SNP discovery in common bean by restriction-associated DNA (RAD) sequencing for genetic diversity and population structure analysis

Researchers have made great advances into the development and application of genomic approaches for common beans, creating opportunities to driving more real and applicable strategies for sustainable management of the genetic resource towards plant breeding. This work provides useful polymorphic single-nucleotide polymorphisms (SNPs) for high-throughput common bean genotyping developed by RAD (restriction site-associated DNA) sequencing.
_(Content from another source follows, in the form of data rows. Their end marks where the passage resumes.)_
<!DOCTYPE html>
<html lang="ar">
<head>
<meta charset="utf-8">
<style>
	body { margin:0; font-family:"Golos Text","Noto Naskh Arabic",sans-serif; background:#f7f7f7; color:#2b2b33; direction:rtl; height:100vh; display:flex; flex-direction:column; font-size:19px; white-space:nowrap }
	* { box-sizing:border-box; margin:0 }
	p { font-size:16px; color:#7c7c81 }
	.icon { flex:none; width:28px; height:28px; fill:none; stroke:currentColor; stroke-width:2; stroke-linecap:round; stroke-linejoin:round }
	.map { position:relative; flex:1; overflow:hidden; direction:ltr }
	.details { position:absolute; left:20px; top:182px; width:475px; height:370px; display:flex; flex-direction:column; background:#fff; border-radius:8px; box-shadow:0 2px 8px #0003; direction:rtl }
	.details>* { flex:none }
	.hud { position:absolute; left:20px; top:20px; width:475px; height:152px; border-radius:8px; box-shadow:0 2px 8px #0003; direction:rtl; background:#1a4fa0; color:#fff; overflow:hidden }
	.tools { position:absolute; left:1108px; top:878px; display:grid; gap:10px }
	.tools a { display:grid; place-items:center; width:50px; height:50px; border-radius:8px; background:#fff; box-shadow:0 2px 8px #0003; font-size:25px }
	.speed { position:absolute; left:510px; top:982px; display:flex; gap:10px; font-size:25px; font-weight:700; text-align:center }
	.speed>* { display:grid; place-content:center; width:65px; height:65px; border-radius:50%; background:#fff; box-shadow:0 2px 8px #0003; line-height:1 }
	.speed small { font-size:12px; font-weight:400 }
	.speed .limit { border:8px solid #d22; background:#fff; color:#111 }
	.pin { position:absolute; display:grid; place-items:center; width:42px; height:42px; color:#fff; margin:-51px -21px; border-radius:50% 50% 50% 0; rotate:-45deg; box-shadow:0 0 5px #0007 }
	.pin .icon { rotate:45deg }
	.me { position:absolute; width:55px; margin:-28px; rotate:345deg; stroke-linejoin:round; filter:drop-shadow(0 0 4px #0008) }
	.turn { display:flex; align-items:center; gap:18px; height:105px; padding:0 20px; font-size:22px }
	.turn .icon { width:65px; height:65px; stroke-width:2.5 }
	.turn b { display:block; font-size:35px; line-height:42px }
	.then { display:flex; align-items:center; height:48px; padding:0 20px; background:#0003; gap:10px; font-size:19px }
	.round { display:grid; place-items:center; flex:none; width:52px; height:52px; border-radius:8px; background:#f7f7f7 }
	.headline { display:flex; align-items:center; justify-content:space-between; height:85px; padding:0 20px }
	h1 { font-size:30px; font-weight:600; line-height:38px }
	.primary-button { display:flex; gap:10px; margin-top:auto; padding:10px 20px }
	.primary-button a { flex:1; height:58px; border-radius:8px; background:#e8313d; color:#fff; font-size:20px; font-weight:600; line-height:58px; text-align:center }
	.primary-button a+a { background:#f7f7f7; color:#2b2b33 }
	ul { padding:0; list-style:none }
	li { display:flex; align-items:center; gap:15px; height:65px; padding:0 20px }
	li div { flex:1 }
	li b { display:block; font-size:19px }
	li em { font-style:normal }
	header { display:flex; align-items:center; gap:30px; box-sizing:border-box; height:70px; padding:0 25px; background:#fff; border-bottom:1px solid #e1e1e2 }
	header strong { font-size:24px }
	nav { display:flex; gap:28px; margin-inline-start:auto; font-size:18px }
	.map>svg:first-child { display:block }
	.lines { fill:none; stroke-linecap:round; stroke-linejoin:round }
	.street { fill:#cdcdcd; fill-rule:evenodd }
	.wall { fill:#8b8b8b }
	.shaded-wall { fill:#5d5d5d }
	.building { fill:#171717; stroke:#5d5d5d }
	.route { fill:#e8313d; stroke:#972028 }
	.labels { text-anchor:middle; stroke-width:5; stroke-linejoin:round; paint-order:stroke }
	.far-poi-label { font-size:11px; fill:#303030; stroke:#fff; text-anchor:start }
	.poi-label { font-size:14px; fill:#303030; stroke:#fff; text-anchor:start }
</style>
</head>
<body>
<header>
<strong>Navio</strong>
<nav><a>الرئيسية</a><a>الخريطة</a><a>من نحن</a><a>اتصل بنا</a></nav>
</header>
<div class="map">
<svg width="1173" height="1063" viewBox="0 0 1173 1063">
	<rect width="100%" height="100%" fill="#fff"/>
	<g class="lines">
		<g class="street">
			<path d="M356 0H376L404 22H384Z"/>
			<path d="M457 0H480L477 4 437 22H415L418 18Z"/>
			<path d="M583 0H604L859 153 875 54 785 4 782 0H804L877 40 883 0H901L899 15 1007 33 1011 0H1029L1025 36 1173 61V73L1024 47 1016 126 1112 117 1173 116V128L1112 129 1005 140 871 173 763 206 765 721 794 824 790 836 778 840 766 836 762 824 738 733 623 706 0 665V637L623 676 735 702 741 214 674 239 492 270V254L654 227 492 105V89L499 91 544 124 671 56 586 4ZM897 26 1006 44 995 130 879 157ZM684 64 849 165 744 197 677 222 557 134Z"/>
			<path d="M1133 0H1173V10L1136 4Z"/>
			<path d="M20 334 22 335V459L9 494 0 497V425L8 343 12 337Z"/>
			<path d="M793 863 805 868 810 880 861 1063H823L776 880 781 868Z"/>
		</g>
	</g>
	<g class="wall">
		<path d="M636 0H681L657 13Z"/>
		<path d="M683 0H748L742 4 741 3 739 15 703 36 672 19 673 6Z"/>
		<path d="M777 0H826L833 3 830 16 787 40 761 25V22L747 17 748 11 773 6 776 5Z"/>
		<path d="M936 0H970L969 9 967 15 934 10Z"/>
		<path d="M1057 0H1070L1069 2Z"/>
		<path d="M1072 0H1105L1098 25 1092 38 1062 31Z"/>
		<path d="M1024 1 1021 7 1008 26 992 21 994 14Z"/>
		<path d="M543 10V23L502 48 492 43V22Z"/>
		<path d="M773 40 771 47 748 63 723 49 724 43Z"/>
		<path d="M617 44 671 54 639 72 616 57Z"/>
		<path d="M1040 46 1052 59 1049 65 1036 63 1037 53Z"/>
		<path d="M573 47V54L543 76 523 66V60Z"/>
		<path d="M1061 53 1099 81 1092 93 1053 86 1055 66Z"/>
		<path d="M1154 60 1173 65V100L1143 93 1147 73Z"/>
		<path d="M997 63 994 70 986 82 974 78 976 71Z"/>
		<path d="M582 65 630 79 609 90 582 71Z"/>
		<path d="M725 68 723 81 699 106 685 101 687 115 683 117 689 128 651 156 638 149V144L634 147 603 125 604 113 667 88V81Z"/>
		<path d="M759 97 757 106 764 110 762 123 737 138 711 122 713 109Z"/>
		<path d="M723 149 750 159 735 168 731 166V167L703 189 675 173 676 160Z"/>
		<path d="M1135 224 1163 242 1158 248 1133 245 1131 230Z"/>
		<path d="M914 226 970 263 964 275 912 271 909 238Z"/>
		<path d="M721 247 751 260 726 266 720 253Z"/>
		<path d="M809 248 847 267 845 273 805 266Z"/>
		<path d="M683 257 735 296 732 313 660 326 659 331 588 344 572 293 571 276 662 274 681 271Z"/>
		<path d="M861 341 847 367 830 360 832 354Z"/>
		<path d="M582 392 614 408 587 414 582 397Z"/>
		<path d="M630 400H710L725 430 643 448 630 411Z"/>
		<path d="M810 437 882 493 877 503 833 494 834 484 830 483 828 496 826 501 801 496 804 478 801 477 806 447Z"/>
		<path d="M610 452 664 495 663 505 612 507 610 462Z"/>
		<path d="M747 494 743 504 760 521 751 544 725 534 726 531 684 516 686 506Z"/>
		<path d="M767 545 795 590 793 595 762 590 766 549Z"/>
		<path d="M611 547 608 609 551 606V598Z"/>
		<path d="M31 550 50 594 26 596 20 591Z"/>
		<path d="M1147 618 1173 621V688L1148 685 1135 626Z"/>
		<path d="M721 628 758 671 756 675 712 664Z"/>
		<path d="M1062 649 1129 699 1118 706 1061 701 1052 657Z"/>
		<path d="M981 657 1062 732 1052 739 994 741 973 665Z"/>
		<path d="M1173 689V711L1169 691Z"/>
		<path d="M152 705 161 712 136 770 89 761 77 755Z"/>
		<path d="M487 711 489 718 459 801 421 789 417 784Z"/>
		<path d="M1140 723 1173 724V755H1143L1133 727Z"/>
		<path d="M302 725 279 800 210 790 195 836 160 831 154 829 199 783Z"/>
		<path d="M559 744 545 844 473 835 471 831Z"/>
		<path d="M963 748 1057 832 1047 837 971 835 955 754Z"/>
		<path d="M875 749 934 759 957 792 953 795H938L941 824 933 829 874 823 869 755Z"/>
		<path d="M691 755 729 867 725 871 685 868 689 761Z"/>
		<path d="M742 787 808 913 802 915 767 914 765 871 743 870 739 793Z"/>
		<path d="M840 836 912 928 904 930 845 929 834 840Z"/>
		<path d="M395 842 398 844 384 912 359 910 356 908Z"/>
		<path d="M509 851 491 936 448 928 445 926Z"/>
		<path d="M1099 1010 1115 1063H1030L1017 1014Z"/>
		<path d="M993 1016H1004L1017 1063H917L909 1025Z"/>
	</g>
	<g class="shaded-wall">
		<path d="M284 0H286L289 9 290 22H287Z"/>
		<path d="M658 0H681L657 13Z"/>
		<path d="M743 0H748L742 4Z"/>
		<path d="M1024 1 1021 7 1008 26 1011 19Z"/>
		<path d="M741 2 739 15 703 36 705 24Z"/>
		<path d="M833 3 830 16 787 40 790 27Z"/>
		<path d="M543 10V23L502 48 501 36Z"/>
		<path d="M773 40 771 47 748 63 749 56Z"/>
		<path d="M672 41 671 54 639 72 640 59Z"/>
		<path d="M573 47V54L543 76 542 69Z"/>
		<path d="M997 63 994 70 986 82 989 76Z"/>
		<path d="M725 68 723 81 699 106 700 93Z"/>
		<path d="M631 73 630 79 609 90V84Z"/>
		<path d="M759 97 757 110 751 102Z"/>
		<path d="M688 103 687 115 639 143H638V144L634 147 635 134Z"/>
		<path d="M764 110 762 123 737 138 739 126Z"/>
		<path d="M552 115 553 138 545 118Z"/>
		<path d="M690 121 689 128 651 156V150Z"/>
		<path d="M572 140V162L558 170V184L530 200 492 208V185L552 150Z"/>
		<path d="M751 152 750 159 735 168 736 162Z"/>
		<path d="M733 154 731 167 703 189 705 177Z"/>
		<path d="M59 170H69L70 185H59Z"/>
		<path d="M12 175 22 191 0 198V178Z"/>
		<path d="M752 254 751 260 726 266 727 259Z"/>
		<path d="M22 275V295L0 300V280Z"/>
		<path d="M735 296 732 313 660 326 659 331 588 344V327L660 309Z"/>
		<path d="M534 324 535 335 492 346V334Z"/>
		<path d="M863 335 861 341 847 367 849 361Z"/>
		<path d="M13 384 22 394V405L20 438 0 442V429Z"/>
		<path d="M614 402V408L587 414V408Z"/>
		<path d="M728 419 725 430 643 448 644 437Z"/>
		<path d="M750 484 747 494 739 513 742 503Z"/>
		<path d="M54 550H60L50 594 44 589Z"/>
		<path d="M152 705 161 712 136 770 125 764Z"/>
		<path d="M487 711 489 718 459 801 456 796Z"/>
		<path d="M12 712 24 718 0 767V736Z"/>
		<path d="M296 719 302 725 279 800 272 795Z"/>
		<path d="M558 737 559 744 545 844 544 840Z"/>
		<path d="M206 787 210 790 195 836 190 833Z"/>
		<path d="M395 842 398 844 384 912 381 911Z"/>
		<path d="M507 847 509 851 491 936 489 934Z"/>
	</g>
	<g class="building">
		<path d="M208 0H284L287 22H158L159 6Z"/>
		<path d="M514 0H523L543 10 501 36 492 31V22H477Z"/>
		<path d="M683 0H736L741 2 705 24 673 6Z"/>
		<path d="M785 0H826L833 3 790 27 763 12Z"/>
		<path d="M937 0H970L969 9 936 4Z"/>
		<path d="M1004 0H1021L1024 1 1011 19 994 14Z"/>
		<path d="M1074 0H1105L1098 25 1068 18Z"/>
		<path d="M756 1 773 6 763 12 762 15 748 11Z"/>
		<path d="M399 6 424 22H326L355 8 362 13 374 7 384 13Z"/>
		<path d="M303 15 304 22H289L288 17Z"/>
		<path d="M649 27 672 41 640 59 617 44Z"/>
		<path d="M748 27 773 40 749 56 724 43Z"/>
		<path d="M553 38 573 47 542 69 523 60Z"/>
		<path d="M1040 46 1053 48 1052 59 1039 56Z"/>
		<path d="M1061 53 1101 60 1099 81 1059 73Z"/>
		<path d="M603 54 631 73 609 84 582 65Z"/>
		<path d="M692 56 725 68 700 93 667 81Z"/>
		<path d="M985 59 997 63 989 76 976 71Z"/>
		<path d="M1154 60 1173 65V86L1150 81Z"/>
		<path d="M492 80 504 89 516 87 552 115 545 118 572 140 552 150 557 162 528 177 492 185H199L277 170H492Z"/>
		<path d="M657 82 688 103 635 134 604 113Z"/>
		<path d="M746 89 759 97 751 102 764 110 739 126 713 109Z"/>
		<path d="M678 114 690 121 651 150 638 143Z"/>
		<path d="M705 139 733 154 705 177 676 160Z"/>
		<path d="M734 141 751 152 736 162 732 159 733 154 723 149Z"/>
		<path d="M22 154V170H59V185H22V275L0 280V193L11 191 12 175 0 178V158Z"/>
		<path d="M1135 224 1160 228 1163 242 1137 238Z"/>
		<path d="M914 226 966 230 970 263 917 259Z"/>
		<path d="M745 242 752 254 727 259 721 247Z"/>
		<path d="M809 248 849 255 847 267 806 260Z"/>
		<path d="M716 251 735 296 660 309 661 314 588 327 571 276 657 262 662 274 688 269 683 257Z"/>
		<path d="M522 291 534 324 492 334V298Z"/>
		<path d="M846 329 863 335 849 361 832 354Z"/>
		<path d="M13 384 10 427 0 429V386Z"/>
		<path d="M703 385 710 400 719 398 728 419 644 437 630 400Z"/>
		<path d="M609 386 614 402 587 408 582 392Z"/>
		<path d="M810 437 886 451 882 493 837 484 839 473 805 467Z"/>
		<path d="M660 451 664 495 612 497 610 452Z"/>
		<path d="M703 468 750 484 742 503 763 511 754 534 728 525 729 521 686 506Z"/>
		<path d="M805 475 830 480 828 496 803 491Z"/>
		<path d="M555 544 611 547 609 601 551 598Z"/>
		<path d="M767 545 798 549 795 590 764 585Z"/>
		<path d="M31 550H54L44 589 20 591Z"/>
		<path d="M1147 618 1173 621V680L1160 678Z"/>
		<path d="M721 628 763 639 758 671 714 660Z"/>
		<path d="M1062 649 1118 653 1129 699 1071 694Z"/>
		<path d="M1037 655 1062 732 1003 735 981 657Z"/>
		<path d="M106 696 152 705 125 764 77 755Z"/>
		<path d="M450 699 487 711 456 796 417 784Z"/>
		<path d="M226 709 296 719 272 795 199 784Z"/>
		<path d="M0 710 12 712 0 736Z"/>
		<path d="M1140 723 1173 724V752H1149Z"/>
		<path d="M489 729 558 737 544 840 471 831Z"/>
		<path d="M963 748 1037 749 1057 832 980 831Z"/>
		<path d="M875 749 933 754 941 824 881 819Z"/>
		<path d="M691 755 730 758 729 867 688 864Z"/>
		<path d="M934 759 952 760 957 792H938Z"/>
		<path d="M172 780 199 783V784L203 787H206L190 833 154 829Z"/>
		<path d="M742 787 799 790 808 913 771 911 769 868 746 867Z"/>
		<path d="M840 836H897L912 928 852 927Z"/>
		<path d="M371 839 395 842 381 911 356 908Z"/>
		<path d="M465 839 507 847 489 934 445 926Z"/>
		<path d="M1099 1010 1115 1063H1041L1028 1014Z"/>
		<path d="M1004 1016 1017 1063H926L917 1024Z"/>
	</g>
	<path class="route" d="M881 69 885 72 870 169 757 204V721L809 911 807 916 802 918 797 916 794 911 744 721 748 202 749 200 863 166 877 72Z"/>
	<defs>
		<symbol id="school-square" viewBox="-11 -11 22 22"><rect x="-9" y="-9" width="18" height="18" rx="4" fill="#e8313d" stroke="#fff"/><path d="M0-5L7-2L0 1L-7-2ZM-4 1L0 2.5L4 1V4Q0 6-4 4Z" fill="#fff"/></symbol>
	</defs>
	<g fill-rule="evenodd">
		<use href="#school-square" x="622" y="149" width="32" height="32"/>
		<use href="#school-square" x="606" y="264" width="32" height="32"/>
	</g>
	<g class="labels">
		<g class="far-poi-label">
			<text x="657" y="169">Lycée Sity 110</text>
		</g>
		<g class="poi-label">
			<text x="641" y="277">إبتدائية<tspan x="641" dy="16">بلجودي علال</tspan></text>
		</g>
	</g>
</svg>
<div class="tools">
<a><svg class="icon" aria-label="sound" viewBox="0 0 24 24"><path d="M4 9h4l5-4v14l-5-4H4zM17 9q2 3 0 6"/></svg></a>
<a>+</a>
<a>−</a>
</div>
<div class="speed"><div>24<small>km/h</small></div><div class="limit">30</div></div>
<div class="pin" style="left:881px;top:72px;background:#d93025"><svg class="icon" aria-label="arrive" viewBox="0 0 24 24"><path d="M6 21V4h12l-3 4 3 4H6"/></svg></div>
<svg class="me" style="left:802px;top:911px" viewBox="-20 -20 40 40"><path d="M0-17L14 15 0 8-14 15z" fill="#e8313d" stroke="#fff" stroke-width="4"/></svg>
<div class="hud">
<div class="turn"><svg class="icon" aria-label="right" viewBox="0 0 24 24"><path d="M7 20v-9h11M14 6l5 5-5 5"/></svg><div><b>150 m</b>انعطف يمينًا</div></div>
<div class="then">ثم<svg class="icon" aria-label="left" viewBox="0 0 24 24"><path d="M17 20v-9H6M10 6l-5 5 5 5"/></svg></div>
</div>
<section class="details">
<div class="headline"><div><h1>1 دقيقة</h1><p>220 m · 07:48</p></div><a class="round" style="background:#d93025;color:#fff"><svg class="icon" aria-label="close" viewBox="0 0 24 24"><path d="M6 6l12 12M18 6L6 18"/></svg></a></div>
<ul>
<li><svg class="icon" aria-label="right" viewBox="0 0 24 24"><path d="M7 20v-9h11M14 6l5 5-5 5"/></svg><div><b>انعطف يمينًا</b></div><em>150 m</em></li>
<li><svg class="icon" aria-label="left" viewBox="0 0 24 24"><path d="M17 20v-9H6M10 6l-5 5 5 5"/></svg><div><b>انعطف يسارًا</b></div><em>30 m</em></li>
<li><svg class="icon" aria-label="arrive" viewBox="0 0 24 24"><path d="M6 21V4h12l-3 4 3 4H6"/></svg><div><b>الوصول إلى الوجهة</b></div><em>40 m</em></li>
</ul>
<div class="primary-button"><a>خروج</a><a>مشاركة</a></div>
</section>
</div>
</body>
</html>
The RAD tags were generated from DNA pooled from 12 common bean genotypes, including breeding lines of different gene pools and market classes. The aligned sequences identified 23,748 putative RAD-SNPs, of which 3357 were adequate for genotyping; 1032 RAD-SNPs with the highest ADT (assay design tool) score are presented in this article. The RAD-SNPs were structurally annotated in different coding (47.00 %) and non-coding (53.00 %) sequence components of genes. A subset of 384 RAD-SNPs with broad genome distribution was used to genotype a diverse panel of 95 common bean germplasms and revealed a successful amplification rate of 96.6 %, showing 73 % of polymorphic SNPs within the Andean group and 83 % in the Mesoamerican group. A slightly increased He (0.161, n = 21) value was estimated for the Andean gene pool, compared to the Mesoamerican group (0.156, n = 74). For the linkage disequilibrium (LD) analysis, from a group of 580 SNPs (289 RAD-SNPs and 291 BARC-SNPs) genotyped for the same set of genotypes, 70.2 % were in LD, decreasing to 0.10 %in the Andean group and 0.77 % in the Mesoamerican group. Haplotype patterns spanning 310 Mb of the genome (60 %) were characterized in samples from different origins. However, the haplotype frameworks were under-represented for the Andean (7.85 %) and Mesoamerican (5.55 %) gene pools separately. In conclusion, RAD sequencing allowed the discovery of hundreds of useful SNPs for broad genetic analysis of common bean germplasm. From now, this approach provides an excellent panel of molecular tools for whole genome analysis, allowing integrating and better exploring the common bean breeding practices.